1. Child in need of protective services (CHIPS) petitions, juvenile delinquency records: No online access, available at courthouse only.

2. Civil commitment cases: Only case history available online, records available at courthouse.

3. Family and paternity cases (post-adjudication): Case history and court-generated records available online, filings from parties at courthouse.

4. Civil records, post-conviction criminal records: Case history and records available online.

Data miners also emerged as bogeymen in the issue that dominated discussion Tuesday. It's a topic that I already fulminated about in January: A recommendation to seal off two categories of child protection records from public view, out of concern that they will otherwise be malevolently bandied about the web. Washington County District Judge John McBride presented that proposal to the justices, saying that redacting confidential information from those records was, at the moment, logistically impossible. McBride said that "bullies at school, bullies across the street and future employers" could easily locate and misuse these sensitive records, compounding the negative consequences of child abuse.
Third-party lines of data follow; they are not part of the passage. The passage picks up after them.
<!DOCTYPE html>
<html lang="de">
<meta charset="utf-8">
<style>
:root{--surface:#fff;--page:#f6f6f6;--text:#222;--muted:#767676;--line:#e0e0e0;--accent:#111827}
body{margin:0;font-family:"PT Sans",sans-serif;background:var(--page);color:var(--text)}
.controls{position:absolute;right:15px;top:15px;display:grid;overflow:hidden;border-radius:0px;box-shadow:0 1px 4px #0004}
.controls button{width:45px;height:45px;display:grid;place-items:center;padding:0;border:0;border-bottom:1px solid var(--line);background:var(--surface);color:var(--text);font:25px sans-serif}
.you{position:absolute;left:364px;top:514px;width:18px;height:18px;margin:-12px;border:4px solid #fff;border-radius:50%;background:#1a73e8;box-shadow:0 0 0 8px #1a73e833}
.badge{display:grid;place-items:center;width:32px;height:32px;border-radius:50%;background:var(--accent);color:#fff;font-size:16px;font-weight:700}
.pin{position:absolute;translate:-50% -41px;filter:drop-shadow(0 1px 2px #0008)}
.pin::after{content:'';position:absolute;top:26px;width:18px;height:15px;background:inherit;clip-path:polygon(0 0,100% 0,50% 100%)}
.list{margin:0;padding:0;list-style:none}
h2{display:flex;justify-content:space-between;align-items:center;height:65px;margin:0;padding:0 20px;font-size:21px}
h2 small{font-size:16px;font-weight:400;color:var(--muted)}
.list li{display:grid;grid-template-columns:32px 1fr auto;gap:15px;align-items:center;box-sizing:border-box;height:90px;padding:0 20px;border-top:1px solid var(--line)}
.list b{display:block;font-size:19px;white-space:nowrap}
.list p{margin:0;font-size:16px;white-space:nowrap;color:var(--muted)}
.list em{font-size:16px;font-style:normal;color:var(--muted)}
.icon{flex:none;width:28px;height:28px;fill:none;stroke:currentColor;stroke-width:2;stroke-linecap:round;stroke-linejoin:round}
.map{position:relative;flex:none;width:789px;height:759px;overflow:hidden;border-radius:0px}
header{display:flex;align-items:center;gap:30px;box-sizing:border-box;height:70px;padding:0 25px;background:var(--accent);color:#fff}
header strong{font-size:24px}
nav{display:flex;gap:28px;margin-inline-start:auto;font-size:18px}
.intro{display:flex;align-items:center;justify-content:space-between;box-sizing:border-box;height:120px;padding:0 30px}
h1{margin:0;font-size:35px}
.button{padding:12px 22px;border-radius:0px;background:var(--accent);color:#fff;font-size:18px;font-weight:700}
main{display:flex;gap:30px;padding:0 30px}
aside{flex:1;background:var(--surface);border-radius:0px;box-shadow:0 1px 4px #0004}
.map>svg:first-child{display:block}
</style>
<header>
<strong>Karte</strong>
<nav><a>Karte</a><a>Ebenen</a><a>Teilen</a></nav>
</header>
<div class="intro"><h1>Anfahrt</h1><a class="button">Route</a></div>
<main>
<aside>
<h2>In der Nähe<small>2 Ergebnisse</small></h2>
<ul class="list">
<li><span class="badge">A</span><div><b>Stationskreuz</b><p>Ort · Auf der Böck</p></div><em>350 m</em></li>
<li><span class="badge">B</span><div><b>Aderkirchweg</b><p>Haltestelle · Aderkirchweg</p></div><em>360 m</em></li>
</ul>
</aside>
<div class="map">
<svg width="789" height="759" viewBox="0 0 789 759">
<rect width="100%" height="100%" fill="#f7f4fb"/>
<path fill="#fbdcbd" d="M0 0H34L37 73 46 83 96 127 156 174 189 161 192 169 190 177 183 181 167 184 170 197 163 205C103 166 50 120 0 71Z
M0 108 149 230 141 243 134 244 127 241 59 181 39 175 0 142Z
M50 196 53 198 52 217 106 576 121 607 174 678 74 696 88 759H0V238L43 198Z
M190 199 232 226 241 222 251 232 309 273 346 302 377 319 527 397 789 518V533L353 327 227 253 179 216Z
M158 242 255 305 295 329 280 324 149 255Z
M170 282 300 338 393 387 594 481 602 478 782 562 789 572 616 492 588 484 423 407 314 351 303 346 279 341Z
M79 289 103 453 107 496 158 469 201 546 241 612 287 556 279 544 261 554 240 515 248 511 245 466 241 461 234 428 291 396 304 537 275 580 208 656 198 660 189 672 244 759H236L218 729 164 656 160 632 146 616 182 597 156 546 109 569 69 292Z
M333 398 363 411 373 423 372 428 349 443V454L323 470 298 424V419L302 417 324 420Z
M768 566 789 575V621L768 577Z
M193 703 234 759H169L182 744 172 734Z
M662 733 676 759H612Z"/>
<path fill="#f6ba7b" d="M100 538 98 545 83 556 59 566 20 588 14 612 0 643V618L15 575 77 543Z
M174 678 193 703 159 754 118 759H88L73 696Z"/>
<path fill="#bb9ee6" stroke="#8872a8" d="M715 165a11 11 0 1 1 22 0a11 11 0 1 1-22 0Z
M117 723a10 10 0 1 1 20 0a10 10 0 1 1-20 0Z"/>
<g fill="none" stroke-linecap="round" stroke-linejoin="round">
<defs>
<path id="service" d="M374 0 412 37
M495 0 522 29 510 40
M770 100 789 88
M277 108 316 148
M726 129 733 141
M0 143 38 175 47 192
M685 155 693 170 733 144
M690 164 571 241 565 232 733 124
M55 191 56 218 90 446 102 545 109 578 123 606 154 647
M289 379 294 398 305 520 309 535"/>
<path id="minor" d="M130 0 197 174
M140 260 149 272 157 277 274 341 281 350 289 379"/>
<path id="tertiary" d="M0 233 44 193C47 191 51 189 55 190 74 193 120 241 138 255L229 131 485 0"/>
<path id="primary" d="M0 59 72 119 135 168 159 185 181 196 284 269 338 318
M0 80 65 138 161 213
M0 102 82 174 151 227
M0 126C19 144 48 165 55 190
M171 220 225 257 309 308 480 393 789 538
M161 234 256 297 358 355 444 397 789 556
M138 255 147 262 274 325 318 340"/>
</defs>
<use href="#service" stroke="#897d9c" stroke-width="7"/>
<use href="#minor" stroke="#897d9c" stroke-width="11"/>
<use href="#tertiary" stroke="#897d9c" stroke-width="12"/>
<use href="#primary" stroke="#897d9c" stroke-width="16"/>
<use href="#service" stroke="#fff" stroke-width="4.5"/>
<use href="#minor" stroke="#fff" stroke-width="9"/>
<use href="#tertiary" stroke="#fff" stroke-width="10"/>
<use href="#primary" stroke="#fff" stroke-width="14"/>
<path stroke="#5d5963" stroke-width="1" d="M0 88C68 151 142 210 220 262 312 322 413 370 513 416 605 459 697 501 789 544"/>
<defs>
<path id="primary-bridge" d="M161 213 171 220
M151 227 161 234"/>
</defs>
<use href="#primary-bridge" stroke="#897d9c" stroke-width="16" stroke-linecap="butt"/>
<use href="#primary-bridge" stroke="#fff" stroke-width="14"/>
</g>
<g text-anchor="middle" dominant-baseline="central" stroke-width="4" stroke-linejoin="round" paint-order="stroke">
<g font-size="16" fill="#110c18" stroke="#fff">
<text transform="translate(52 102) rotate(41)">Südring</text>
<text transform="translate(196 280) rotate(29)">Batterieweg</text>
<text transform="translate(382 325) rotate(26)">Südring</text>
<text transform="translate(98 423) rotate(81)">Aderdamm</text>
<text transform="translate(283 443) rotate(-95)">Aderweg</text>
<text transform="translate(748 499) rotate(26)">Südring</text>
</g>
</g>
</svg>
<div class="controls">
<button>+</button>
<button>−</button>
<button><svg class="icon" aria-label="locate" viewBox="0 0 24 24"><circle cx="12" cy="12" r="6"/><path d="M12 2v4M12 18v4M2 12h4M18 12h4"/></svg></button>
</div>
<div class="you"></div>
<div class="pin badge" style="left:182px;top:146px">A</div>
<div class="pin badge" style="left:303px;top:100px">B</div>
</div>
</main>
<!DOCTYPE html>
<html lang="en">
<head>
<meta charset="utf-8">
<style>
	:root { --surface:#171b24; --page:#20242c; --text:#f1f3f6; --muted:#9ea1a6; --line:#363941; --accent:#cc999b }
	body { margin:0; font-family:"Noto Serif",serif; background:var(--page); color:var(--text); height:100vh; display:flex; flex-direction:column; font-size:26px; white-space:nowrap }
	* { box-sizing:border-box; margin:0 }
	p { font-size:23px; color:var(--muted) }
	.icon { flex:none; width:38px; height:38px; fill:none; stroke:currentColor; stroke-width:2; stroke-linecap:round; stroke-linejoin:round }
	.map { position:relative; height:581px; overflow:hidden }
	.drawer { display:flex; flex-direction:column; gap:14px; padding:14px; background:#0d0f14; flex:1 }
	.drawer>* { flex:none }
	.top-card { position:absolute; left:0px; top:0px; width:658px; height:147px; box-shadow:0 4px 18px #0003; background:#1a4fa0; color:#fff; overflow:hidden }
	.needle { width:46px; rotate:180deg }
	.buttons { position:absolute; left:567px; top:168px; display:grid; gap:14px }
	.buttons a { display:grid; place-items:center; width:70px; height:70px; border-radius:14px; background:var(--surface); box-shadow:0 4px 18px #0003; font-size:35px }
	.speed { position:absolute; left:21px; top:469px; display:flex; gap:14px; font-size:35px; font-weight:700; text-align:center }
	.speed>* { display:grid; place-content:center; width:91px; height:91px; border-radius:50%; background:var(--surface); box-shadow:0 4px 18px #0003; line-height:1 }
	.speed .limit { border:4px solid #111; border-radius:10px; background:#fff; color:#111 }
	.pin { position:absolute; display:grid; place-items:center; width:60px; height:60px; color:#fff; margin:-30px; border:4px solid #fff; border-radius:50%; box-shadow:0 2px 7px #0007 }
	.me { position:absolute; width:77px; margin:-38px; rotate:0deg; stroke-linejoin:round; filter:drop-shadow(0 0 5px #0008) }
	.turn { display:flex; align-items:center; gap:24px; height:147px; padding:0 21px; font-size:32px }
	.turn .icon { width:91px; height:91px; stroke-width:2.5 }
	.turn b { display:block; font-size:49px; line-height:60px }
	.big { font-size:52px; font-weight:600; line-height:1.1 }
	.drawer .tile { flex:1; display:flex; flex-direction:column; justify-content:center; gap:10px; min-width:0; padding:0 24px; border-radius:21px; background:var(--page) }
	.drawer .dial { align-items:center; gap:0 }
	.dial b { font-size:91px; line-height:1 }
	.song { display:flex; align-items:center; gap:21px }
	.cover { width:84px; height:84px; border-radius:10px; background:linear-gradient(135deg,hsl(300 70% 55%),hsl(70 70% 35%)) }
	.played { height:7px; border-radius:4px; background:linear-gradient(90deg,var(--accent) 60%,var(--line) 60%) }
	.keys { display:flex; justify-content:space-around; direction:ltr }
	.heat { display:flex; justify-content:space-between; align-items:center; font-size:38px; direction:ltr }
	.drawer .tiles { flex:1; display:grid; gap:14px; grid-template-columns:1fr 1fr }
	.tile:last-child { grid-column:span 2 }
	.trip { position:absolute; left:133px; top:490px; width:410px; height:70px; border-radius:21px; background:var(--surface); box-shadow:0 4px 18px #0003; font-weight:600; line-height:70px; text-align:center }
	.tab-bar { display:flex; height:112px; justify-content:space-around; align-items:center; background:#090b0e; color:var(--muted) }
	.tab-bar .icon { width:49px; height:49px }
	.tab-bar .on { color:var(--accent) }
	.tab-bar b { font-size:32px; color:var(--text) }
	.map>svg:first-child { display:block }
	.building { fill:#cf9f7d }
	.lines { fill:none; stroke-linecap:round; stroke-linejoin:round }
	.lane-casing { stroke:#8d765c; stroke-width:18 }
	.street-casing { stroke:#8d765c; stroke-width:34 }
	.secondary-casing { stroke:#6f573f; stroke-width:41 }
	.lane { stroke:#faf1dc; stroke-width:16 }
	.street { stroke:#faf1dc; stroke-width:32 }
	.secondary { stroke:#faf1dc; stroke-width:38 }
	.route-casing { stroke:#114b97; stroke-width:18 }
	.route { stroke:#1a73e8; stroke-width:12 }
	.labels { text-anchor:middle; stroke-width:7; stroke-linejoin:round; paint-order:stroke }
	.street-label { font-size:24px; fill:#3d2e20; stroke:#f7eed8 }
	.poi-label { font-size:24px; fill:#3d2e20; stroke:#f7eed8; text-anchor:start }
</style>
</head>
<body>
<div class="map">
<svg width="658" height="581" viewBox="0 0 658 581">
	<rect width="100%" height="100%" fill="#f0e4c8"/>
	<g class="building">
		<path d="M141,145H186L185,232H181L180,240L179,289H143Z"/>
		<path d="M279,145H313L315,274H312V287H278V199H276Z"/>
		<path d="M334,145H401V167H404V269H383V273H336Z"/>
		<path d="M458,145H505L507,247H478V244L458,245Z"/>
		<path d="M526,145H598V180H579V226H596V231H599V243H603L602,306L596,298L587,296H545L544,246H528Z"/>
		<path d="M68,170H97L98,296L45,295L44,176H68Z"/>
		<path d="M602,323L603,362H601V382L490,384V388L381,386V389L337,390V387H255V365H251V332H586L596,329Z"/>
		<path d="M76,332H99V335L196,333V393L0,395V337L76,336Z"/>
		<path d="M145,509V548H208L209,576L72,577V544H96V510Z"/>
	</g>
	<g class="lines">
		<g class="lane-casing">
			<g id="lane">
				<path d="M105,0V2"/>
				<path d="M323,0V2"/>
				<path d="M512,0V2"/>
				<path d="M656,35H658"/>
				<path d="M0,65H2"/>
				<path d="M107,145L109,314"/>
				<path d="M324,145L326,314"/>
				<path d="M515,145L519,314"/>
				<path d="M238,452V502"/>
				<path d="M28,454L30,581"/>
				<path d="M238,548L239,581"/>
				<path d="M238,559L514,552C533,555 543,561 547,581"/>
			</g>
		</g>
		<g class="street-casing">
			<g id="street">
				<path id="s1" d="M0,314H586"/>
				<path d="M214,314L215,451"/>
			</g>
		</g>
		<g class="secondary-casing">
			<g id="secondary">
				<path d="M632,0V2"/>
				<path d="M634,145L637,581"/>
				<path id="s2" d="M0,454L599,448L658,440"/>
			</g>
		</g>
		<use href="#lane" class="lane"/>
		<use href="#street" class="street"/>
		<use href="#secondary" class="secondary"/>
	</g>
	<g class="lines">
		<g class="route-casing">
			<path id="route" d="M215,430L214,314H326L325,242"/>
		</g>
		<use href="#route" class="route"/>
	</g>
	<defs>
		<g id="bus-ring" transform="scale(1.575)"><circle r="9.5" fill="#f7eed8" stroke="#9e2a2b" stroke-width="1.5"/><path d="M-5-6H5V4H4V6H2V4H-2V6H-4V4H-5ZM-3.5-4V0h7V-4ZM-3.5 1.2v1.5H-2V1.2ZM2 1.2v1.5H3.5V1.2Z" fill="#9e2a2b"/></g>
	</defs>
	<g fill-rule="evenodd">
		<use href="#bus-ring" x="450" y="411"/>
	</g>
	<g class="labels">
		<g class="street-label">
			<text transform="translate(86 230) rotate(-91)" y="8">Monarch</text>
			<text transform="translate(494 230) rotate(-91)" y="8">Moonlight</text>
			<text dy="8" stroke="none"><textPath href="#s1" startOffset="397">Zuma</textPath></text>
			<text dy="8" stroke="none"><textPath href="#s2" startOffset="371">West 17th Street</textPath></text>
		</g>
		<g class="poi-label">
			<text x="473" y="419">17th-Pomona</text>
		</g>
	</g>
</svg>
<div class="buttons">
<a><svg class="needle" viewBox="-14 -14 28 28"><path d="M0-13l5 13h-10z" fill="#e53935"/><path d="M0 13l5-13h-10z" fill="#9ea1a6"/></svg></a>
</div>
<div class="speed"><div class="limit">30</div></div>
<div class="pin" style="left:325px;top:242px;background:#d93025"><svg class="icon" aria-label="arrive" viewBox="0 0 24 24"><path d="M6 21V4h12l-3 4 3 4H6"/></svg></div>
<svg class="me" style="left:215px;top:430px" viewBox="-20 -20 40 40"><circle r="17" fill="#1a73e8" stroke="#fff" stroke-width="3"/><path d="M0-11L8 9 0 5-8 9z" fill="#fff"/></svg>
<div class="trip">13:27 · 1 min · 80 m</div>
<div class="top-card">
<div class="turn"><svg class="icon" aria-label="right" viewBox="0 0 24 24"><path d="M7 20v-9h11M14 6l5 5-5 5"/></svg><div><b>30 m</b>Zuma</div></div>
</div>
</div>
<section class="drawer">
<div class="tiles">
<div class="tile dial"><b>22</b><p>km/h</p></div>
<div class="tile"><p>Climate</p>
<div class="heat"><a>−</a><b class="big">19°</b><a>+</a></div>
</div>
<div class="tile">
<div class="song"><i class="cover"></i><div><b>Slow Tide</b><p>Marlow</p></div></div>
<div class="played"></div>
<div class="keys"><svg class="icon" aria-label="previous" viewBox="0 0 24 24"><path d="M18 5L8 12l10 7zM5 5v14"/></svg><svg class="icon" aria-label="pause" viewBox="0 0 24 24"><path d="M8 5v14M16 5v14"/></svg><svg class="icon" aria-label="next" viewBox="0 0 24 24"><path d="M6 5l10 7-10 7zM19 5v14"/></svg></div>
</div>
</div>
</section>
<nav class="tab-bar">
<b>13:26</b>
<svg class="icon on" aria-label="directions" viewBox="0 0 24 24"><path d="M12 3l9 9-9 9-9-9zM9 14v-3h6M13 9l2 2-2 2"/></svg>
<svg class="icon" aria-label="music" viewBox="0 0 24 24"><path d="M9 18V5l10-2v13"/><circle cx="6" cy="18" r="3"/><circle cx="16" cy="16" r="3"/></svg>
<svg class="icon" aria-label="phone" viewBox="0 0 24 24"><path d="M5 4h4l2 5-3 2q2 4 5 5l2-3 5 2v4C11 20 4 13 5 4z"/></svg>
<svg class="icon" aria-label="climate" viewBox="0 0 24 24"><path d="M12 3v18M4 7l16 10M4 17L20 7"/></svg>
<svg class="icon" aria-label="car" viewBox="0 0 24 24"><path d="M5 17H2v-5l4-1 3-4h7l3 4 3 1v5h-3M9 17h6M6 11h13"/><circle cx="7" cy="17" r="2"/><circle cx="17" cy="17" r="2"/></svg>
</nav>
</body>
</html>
Six speakers argued in favor of keeping those records public. Those included Star Tribune reporter Brandon Stahl, who used them in his 2014 investigation of child protection failures, and Hal Davis, a Pioneer Press editor and board member (as I am) of the Minnesota Coalition on Government Information. Canan Karatekin, a professor in the University of MInnesota's Institute of Child Development, described how she used those records - reports from guardians ad litem and social workers - to study the effectiveness of child protection. Without them, citizens can't hold the system accountable, she said. "Lack of accountability is not in the children's best interest," Karatekin said.

After the hour-long hearing, Supreme Court Chief Justice Lorie Skjerven Gildea said the court will issue its order on public access "in due course."